L'augmentation du taux de TVA aura un effet indirect avec l'accroissement des remboursements pour l'Etat. En effet, les entreprises ne versent que la différence entre la TVA perçue sur le consommateur et la TVA acquittée dans le cadre de la production. L'augmentation du taux de TVA ne ferait qu'augmenter les remboursements de TVA ; le panier est ainsi en partie percé. Certaines activités, en particulier dans le secteur financier, échappent à la TVA, ce qui nécessiterait un système à deux vitesses, ou de jouer avec l'archaïque taxe sur les salaires qui n'est pas déductible et qui pénalise déjà le secteur français de l'assurance.

L'augmentation de la TVA pénaliserait donc le consommateur qui verrait son pouvoir d'achat amputé, sauf à augmenter d'autant son salaire. Dans ce cas, le transfert ne serait qu'un jeu de bonneteau avec un risque d'enclenchement d'une spirale inflationniste.

Certes, l'Allemagne a prouvé l'efficacité de la hausse de la TVA, avec le rebond de la croissance, d'importants excédents commerciaux et un faible taux de chômage.

Mais en la matière, il convient de raison garder. Le taux de TVA avant la hausse était de 15% quand, en France, il est déjà de 19,6%. Le relèvement du taux normal outre-Rhin de 4 points a permis une légère baisse des charges sociales mais surtout une réduction de l'impôt sur les sociétés. La maîtrise des coûts est imputable à la rigueur salariale. L'Allemagne n'est pas dans la même situation que la France. Le moteur traditionnel de sa croissance repose sur les exportations quand, chez nous, c'est la consommation. La population allemande décroît quand la nôtre s'accroît. Il est donc crucial, pour les Allemands, d'exporter pour maintenir leur niveau de richesses quand, en France, il faut chercher des gains de croissance dans la consommation et l'investissement.

Relever la TVA impacte par nature la demande, ce qui, en Allemagne, a moins d'effet qu'en France. En outre, la hausse est intervenue en période de faible inflation. Aujourd'hui, le contexte a profondément changé. Le Royaume-Uni commence à douter du bien-fondé du relèvement de la TVA avec à la clé un risque de stagflation.

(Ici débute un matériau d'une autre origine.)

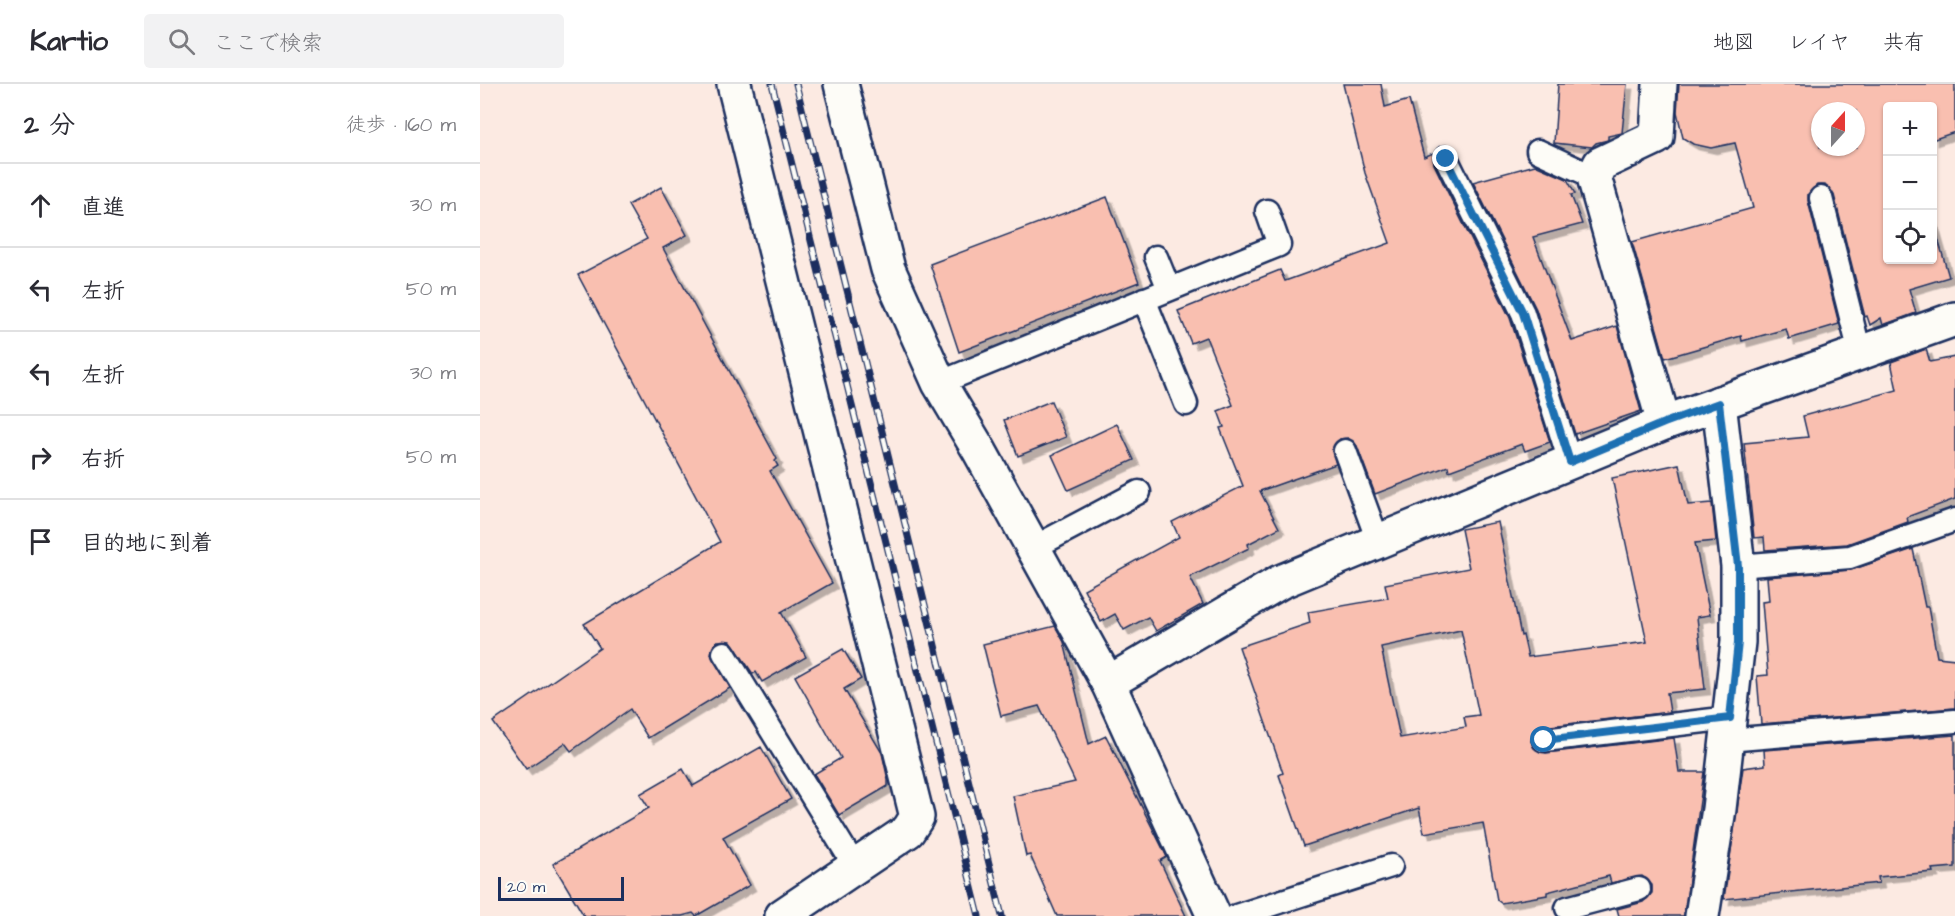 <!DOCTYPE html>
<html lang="ja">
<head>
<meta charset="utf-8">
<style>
	body { margin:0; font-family:"Architects Daughter","Klee One",sans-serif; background:#f2f2f3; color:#2b2b33 }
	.controls { position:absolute; right:18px; top:18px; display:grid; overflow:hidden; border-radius:6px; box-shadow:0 2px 4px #0004 }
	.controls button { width:54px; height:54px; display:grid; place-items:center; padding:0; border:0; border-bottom:2px solid #e1e1e2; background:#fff; color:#2b2b33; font:30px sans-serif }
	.compass { position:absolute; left:1331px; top:18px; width:54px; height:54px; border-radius:50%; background:#fff; box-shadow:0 2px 4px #0004; rotate:21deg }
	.scale { position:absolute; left:18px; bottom:15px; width:126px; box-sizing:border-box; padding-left:6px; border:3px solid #1b2f5e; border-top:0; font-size:16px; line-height:21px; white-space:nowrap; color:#1b2f5e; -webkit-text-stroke:4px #fdfcf7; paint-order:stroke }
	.stop { position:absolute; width:18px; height:18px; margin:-14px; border:4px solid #1f6fb2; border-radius:50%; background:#fff }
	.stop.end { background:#1f6fb2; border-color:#fff; box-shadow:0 2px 6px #0008 }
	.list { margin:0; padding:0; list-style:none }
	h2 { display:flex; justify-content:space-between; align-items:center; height:78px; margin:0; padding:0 24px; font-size:26px }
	h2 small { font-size:20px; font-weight:400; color:#7c7c81 }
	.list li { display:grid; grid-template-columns:39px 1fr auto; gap:18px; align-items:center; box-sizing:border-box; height:84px; padding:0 24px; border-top:2px solid #e1e1e2 }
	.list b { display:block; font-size:22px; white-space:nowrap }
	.list em { font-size:20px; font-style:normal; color:#7c7c81 }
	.icon { flex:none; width:33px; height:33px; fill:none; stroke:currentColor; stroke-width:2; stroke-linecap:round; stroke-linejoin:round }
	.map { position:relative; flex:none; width:1475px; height:832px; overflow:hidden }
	header { display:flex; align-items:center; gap:36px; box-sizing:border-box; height:84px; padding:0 30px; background:#fff; border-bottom:2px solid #e1e1e2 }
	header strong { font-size:28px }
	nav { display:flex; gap:33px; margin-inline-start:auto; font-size:21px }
	.search { width:420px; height:54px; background:#f2f2f3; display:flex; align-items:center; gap:15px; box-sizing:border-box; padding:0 21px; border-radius:6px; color:#7c7c81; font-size:22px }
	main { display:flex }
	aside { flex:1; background:#fff }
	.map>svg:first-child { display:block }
	.building { fill:#f9bfb0; stroke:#1b2f5e; stroke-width:1.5; fill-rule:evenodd; filter:url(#shadow) }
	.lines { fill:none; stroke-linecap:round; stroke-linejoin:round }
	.service-casing { stroke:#1b2f5e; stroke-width:27 }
	.minor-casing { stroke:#1b2f5e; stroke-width:38 }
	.service { stroke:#fdfcf7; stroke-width:22 }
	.minor { stroke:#fdfcf7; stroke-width:33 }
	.rail-casing { stroke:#1b2f5e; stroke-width:7 }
	.rail { stroke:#fdfcf7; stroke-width:4.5; stroke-dasharray:14; stroke-linecap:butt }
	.route { stroke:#1f6fb2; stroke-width:8 }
</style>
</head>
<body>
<header>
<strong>Kartio</strong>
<div class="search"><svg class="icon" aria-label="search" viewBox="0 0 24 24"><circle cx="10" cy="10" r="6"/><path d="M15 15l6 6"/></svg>ここで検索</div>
<nav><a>地図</a><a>レイヤ</a><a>共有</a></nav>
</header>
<main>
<aside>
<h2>2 分<small>徒歩 · 160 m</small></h2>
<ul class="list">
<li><svg class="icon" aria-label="ahead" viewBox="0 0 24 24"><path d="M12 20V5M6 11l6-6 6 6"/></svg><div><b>直進</b></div><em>30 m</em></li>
<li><svg class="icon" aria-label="left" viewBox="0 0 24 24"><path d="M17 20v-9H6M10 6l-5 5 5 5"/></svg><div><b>左折</b></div><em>50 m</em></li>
<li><svg class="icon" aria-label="left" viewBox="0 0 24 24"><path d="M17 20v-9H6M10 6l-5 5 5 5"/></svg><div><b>左折</b></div><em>30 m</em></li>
<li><svg class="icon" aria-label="right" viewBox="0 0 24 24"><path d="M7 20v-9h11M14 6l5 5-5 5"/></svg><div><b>右折</b></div><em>50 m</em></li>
<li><svg class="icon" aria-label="arrive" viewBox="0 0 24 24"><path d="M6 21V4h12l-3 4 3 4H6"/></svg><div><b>目的地に到着</b></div></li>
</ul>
</aside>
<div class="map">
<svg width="1475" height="832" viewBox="0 0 1475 832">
	<defs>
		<filter id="shadow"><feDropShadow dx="5.5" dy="5.5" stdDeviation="0" flood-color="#0004"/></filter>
	</defs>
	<rect width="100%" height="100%" fill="#fceae2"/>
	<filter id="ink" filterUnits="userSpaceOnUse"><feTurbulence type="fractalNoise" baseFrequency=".0167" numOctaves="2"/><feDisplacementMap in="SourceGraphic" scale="12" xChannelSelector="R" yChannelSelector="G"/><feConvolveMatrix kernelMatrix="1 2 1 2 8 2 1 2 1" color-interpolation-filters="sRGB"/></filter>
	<g filter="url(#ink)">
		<g class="building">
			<polygon points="863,0 901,0 905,23 929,16 944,73 953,69 954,80 966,105 1030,234 1070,358 1045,367 1042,360 969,387 968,382 895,410 877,362 868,354 860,355 852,365 856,380 780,407 799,444 768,460 769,464 710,493 723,520 676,547 668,533 644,546 635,530 621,538 604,505 699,453 692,438 763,402 740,344 744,343 738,327 753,321 726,253 711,259 698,227 800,186 805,197 910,159 885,89"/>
			<polygon points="1078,0 1147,0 1142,49 1128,52 1128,56 1116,59 1112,63 1074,59"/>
			<path d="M 1199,0 L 1475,0 L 1475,48 L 1452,56 L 1452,22 L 1407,22 L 1407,176 L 1452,176 L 1452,134 L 1469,193 L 1429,205 L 1436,229 L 1403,241 L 1401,234 L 1390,241 L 1387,232 L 1385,233 L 1354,111 L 1345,101 L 1337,101 L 1328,110 L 1328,117 L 1359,240 L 1309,255 L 1306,245 L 1262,257 L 1261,252 L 1185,274 L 1152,158 L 1273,124 L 1255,59 L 1231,64 L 1213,60 L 1203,54 L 1197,28 ZM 1340,27 L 1376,27 L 1376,63 L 1340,63 Z"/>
			<polygon points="1055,81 1087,95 1095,110 1091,111 1102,140 1053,153 1092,257 1137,242 1161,327 1095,350 1056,225 993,98"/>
			<polygon points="181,103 207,151 183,164 297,375 295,377 298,382 290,387 352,499 301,528 326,573 282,598 276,588 273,590 251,557 237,557 231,570 250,604 168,654 150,625 91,667 85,659 46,685 13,638 120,564 104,540 240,458 98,191 167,155 148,121"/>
			<polygon points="627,113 659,198 479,268 450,180"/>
			<polygon points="1446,265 1450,278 1475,273 1475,415 1427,433 1428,438 1367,460 1285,466 1284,453 1274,454 1264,359 1328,353 1323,332 1417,306 1411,278"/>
			<polygon points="571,317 586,353 538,372 524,336"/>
			<polygon points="637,340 654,376 588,406 572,371"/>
			<path d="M 1199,380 L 1208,421 L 1232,419 L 1236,457 L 1215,459 L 1230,531 L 1217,533 L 1225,605 L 1187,609 L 1190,628 L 1062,643 L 1056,646 L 1051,657 L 1054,664 L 1066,669 L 1194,654 L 1199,688 L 1224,688 L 1204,832 L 1139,832 L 1137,825 L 1163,818 L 1172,809 L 1172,801 L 1162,792 L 1131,799 L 1129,792 L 1067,808 L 1067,811 L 1021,819 L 1017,816 L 1003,739 L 944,749 L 939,724 L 824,762 L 799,691 L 803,689 L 759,563 L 830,539 L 828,528 L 908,514 L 905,500 L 989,484 L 981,445 L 1018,438 L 1041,552 L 1043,551 L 1048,573 L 1167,558 L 1132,394 ZM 981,546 L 999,631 L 984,633 L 986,643 L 920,654 L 901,563 Z"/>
			<polygon points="1433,465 1445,523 1448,523 1457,573 1475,575 1475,624 1281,640 1277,592 1288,591 1282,518 1289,517 1287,493 1371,486"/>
			<polygon points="575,542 584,558 609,660 626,652 687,773 680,777 706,832 577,832 550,771 546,772 533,712 595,698 559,622 521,632 503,560"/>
			<polygon points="363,565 381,595 364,605 402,669 408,696 408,702 359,731 334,690 361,674 315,592"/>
			<polygon points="1475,651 1475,783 1452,785 1453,788 1398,793 1399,799 1244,815 1263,684 1285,681 1284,666"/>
			<polygon points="281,663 311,715 243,753 270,801 216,832 213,829 202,832 104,832 73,780 169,724 160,710 203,685 213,702"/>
		</g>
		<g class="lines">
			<defs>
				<g id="service">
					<polyline points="1058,67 1114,93"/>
					<polyline points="966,74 1043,229 1090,378"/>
					<polyline points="1341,114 1380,269"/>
					<polyline points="676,173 689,205"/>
					<polyline points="664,215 706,320"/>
					<polyline points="459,299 799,161 787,127"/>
					<polyline points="865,367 898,457"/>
					<polyline points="553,464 659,408"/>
					<polyline points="1258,482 1370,473 1475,436"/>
					<polyline points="244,569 376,784"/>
					<polyline points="1064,656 1250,634"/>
					<polyline points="1247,656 1475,637"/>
					<polyline points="1087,824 1159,805"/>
					<polyline points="756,832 911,782"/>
				</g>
				<g id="minor">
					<polyline points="254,0 437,733 428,747 302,832"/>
					<polyline points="361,0 408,185 459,299 499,366 628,599 734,832"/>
					<polyline points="1180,0 1177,53 1120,80 1114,93 1184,339"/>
					<polyline points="628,599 800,498 1184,339 1475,235"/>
					<polyline points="1222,832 1239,725 1258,558 1258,482 1239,319"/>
				</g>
			</defs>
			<use href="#service" class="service-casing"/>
			<use href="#minor" class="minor-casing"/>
			<use href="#service" class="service"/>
			<use href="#minor" class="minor"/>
			<defs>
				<g id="rail">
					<polyline points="292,0 499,832"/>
					<polyline points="316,0 522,832"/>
				</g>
			</defs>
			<use href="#rail" class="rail-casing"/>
			<use href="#rail" class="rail"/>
		</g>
	</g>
	<g class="lines" filter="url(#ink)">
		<polyline class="route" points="966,75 1043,229 1090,378 1184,339 1239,319 1258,482 1258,558 1250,634 1064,656"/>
	</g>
</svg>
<div class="controls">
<button>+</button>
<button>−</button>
<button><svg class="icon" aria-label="locate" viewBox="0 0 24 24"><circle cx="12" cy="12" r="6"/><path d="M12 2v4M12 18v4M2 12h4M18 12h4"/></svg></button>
</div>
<svg class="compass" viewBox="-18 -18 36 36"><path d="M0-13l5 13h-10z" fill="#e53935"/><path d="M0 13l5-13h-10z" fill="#7c7c81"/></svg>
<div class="scale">20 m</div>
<div class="stop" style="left:1064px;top:656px"></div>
<div class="stop end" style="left:966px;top:75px"></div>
</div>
</main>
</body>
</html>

Sur le papier, la TVA sociale est séduisante, mais, comme tout impôt, elle a des effets pervers. D'un coup de baguette magique, elle ne saurait effacer le fait que la France a un niveau de prélèvements obligatoires supérieur à la moyenne européenne. Derrière la TVA sociale, se cachent de vieilles tentations françaises, le protectionnisme et le poujadisme.